* **About this exercise**: Would you write out, word for word, each line of the records below from the top through the one holding "Please mark all"?
Start of Block
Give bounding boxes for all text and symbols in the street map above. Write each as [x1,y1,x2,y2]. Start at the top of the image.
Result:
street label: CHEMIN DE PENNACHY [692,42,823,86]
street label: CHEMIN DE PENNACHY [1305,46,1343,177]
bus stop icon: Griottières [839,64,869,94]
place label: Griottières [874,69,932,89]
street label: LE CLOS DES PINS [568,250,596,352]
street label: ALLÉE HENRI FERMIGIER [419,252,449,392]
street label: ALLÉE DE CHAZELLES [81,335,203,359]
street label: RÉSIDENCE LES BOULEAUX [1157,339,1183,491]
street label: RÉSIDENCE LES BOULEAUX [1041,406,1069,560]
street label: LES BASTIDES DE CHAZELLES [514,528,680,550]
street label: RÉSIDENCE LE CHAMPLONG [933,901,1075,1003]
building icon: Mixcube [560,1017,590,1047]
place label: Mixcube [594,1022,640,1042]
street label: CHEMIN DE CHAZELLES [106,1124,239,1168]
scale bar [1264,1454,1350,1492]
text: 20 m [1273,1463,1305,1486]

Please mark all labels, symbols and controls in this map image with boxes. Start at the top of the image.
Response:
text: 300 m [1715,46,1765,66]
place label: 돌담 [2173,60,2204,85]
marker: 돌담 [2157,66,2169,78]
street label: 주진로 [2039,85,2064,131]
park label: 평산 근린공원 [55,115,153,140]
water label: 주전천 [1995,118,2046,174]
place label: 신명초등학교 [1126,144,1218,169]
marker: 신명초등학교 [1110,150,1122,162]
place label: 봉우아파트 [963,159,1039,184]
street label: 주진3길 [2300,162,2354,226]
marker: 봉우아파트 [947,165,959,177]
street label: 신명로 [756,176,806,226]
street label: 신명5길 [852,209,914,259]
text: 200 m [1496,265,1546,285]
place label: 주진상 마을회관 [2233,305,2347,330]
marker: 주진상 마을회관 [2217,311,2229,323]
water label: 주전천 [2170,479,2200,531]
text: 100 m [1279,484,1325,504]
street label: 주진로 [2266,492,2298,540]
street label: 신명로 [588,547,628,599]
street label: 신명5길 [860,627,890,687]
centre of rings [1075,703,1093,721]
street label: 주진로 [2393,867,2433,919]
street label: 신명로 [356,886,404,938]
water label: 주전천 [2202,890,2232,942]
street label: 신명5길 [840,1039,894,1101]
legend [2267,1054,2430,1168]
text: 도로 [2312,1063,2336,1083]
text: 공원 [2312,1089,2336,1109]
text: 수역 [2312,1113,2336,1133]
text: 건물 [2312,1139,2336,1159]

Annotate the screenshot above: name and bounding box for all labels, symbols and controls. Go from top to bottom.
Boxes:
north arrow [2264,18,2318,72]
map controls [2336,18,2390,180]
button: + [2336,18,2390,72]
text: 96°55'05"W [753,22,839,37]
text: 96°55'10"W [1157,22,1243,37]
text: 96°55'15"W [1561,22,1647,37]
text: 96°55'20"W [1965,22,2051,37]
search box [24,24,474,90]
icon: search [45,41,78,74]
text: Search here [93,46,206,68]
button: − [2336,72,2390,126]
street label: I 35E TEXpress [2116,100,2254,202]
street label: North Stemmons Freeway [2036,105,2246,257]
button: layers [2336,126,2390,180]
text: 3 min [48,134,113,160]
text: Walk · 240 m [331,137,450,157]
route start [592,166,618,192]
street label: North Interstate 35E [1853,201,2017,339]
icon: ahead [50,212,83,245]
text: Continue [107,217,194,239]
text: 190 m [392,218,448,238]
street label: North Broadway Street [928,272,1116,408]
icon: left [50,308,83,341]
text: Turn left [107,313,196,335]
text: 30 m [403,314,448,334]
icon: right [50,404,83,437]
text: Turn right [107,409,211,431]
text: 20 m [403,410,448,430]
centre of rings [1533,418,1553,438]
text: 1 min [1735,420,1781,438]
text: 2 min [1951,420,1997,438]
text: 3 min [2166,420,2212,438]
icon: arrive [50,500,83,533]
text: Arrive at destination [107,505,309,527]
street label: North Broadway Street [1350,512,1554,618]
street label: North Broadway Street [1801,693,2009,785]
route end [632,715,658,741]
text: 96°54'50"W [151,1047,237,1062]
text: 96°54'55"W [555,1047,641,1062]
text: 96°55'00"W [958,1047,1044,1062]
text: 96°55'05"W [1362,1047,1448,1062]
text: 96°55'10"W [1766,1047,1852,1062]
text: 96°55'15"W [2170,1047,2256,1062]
End of Block
* **Output for this exercise**:
Give bounding boxes for all text and symbols in the street map above. Write each as [x1,y1,x2,y2]. Start at the top of the image.
Result:
street label: CHEMIN DE PENNACHY [692,42,823,86]
street label: CHEMIN DE PENNACHY [1305,46,1343,177]
bus stop icon: Griottières [839,64,869,94]
place label: Griottières [874,69,932,89]
street label: LE CLOS DES PINS [568,250,596,352]
street label: ALLÉE HENRI FERMIGIER [419,252,449,392]
street label: ALLÉE DE CHAZELLES [81,335,203,359]
street label: RÉSIDENCE LES BOULEAUX [1157,339,1183,491]
street label: RÉSIDENCE LES BOULEAUX [1041,406,1069,560]
street label: LES BASTIDES DE CHAZELLES [514,528,680,550]
street label: RÉSIDENCE LE CHAMPLONG [933,901,1075,1003]
building icon: Mixcube [560,1017,590,1047]
place label: Mixcube [594,1022,640,1042]
street label: CHEMIN DE CHAZELLES [106,1124,239,1168]
scale bar [1264,1454,1350,1492]
text: 20 m [1273,1463,1305,1486]

Please mark all labels, symbols and controls in this map image with boxes. Start at the top of the image.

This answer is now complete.